* What to do:
Copy all lines of the listing that include the string "Diantar".

· · ·

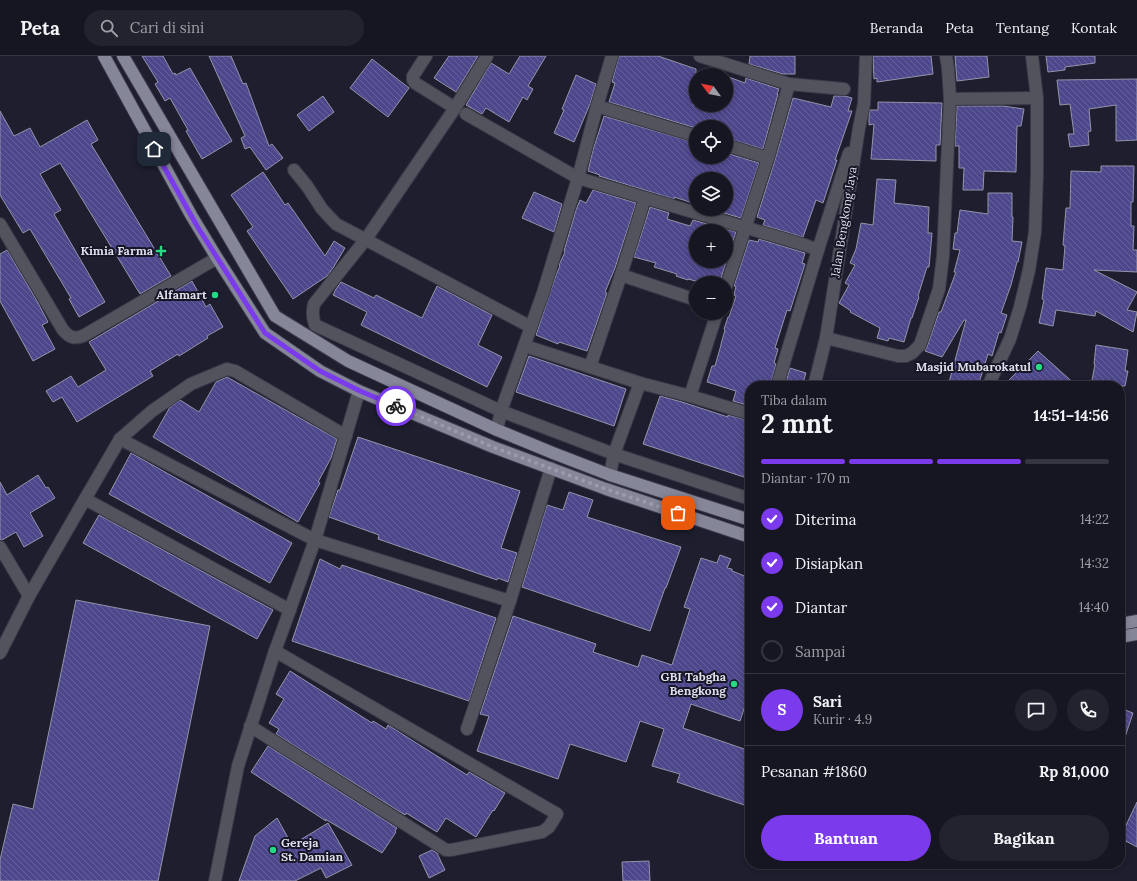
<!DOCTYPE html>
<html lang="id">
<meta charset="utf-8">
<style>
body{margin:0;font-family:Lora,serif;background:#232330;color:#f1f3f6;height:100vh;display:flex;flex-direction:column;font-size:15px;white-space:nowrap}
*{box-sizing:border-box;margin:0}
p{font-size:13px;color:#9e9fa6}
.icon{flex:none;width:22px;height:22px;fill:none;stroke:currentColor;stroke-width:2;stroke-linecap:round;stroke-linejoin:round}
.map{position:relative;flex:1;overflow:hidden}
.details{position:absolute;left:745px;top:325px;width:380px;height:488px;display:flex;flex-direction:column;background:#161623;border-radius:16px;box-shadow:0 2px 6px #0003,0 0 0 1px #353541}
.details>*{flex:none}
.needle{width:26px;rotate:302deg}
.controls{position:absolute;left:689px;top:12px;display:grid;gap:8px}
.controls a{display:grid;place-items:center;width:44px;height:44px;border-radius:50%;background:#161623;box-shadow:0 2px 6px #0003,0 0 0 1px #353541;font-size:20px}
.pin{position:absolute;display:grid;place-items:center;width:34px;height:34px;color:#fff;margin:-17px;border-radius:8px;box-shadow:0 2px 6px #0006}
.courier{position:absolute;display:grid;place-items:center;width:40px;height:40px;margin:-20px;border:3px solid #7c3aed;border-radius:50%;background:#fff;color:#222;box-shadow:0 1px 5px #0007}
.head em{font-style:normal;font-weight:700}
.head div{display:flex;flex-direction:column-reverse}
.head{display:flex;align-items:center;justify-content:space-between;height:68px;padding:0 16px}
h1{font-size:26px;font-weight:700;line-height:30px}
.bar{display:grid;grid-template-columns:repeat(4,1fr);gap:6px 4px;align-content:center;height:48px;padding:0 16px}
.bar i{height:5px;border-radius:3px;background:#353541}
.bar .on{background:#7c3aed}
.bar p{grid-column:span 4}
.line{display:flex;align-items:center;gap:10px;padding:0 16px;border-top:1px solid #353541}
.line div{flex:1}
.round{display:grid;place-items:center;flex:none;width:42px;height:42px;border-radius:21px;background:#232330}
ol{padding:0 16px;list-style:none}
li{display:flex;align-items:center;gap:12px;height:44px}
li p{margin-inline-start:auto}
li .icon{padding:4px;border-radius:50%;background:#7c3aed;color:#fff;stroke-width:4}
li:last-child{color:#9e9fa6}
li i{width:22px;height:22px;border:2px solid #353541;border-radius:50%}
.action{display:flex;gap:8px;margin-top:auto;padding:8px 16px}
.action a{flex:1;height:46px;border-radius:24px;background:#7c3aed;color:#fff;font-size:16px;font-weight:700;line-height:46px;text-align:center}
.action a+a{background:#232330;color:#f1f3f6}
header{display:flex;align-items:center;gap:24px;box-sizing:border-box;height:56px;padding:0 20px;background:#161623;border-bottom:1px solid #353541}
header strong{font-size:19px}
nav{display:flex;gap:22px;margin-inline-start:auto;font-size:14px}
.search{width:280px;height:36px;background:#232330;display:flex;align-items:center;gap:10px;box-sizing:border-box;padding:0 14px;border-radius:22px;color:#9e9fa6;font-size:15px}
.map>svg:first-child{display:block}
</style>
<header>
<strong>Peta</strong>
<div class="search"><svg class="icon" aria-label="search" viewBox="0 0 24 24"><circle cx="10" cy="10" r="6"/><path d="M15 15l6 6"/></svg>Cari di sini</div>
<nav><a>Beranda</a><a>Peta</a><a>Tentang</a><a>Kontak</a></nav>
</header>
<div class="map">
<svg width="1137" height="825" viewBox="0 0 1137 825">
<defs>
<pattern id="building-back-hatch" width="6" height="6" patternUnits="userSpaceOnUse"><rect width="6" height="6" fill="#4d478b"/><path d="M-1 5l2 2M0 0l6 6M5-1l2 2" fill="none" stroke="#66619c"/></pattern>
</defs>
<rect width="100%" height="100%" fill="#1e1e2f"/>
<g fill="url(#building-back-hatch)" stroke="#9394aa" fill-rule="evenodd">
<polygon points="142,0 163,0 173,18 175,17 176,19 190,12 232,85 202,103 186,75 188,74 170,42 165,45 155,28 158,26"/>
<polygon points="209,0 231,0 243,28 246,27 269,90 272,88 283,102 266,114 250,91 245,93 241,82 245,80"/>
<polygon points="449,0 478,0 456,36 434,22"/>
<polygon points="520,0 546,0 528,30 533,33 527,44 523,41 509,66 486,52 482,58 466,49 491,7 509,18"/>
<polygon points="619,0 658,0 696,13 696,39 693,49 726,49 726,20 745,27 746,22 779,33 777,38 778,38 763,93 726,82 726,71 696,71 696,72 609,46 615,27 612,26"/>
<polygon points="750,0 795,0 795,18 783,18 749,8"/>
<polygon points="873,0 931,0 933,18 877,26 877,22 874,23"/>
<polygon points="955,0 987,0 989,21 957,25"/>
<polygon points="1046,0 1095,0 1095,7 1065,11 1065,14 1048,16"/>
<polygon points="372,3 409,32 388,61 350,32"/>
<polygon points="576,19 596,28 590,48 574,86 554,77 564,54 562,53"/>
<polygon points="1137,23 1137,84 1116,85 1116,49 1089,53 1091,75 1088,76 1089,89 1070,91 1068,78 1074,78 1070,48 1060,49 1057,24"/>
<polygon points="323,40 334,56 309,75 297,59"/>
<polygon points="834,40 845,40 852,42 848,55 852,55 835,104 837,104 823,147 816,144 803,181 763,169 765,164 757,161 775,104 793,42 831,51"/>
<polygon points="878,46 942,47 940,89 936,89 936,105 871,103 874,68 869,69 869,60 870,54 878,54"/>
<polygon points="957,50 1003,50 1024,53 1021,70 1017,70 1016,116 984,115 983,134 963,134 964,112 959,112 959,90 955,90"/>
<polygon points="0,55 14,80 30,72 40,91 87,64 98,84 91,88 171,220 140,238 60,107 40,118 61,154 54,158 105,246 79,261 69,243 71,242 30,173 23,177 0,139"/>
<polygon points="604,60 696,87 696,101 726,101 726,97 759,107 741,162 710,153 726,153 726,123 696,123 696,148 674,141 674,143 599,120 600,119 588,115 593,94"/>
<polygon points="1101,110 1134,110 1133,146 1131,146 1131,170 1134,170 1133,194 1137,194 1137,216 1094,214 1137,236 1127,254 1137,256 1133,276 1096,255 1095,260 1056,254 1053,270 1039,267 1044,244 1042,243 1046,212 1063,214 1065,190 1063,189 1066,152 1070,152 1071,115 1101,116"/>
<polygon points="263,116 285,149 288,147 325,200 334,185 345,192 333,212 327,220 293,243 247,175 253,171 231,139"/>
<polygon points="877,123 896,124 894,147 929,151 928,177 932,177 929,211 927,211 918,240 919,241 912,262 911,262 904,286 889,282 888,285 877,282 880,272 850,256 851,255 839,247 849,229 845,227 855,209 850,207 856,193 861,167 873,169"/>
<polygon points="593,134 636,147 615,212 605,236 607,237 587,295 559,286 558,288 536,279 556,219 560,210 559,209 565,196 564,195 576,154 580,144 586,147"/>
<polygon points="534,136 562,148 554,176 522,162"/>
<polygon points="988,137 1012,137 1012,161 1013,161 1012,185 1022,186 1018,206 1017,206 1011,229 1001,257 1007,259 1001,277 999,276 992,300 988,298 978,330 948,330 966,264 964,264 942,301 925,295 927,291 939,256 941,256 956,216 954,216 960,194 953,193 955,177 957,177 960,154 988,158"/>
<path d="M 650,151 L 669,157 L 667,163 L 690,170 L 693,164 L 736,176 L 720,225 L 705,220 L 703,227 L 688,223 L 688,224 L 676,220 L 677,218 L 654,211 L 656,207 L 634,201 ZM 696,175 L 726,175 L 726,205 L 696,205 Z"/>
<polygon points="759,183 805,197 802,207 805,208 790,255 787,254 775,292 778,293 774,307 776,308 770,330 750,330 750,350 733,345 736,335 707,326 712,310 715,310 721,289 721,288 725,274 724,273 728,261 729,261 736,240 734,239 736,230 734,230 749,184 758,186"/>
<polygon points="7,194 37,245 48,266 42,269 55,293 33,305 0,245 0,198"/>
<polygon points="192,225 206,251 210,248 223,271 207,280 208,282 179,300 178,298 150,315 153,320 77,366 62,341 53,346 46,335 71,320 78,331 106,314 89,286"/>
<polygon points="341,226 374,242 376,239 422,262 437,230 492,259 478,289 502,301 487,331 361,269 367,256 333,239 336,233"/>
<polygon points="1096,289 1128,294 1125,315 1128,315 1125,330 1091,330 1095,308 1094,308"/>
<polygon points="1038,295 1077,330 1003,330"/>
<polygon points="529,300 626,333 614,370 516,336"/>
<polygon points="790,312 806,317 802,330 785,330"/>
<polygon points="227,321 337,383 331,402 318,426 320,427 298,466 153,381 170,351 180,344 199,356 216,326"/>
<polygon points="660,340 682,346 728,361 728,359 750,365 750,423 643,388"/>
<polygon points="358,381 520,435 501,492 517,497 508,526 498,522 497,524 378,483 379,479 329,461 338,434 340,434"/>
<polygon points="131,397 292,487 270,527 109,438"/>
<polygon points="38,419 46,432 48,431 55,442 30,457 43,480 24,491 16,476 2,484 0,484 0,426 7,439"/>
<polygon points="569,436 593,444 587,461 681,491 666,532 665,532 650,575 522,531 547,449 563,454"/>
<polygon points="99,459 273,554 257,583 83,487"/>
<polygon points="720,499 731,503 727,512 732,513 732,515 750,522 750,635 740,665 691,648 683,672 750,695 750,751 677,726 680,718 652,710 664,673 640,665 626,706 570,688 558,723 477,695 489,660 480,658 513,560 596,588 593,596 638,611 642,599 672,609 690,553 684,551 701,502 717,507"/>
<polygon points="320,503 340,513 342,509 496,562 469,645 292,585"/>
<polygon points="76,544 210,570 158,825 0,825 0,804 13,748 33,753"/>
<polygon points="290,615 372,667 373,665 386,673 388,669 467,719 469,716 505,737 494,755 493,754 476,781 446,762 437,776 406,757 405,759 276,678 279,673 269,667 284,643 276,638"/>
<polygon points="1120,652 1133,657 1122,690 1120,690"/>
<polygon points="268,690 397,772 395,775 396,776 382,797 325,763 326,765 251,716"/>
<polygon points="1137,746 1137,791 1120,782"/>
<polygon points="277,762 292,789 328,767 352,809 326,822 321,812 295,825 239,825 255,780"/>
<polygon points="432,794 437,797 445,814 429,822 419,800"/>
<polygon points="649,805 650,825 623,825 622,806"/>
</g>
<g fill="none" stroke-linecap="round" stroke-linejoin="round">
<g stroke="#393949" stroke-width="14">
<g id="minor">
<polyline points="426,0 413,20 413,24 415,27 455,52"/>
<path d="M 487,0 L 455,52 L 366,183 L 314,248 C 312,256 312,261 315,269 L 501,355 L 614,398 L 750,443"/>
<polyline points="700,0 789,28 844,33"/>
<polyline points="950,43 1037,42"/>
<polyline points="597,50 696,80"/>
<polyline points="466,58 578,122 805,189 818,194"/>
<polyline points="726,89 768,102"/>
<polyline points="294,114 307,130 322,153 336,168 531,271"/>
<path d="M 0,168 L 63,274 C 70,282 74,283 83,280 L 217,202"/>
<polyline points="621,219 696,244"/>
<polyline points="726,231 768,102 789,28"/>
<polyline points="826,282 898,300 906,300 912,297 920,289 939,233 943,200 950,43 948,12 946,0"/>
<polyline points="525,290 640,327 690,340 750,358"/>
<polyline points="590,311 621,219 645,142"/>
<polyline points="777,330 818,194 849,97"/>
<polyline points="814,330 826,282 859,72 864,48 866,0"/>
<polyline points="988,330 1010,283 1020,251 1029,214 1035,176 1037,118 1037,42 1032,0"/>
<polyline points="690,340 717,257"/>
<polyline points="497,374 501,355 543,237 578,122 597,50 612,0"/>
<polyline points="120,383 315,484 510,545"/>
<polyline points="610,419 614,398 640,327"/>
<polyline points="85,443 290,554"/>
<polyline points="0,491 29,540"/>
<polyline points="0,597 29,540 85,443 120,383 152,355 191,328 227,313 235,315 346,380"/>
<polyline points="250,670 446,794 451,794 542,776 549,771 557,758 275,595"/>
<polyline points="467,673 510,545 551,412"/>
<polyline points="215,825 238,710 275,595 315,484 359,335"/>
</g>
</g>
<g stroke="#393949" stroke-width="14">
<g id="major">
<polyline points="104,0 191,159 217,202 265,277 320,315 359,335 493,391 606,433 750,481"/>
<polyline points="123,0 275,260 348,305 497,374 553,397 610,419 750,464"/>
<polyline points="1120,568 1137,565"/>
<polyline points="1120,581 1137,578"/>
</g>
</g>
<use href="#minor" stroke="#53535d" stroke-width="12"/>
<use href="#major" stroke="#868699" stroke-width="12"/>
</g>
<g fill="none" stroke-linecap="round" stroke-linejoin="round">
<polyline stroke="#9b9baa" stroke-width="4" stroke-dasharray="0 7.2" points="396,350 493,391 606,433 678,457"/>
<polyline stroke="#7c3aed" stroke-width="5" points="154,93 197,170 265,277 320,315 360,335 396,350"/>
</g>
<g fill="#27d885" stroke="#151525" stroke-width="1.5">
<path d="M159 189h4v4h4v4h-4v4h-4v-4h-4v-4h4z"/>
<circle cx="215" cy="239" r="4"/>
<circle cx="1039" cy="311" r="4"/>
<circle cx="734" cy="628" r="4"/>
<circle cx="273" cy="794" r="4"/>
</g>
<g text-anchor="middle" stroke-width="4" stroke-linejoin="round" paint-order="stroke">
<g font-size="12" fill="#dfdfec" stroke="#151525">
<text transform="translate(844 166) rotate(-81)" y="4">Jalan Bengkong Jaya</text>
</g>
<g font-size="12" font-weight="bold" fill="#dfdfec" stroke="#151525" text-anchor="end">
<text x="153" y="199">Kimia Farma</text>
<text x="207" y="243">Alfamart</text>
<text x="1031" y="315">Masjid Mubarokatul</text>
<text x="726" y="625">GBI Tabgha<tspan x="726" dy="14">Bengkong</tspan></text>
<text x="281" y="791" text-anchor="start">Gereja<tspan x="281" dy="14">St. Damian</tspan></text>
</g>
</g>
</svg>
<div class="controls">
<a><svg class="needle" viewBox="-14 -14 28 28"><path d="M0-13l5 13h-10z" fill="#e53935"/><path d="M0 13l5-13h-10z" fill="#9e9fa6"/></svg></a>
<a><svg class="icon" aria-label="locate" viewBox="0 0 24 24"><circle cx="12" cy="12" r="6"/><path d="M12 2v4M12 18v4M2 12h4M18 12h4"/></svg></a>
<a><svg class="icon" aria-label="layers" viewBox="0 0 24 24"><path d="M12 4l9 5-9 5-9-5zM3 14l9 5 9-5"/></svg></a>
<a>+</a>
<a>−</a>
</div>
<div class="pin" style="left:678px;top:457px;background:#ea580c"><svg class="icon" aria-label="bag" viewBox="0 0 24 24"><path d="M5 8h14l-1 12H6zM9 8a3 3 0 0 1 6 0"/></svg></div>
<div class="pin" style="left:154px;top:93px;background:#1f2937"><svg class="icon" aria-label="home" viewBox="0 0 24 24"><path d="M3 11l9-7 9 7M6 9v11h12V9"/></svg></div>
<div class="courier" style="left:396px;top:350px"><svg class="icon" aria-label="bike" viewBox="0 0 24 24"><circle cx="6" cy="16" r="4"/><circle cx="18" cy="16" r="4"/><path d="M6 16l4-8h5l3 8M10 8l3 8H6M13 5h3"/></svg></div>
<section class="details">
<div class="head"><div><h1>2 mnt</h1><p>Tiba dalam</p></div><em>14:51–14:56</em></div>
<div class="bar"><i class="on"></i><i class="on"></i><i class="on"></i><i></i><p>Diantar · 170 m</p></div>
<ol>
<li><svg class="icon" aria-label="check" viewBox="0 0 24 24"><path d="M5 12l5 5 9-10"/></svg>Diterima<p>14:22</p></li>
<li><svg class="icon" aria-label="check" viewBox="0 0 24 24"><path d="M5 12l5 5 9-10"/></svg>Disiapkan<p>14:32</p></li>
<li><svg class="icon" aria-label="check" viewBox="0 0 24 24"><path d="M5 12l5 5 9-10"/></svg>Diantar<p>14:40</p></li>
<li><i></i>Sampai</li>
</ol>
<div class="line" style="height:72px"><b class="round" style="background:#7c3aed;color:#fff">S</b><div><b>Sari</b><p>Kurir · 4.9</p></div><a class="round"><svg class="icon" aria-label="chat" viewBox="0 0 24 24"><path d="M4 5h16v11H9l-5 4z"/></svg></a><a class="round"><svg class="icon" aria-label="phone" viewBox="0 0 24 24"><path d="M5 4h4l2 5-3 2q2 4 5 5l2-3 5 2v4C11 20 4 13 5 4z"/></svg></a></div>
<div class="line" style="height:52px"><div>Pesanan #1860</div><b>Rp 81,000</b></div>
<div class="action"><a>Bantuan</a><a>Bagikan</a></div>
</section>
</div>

· · ·

* Problem solution:
<div class="bar"><i class="on"></i><i class="on"></i><i class="on"></i><i></i><p>Diantar · 170 m</p></div>
<li><svg class="icon" aria-label="check" viewBox="0 0 24 24"><path d="M5 12l5 5 9-10"/></svg>Diantar<p>14:40</p></li>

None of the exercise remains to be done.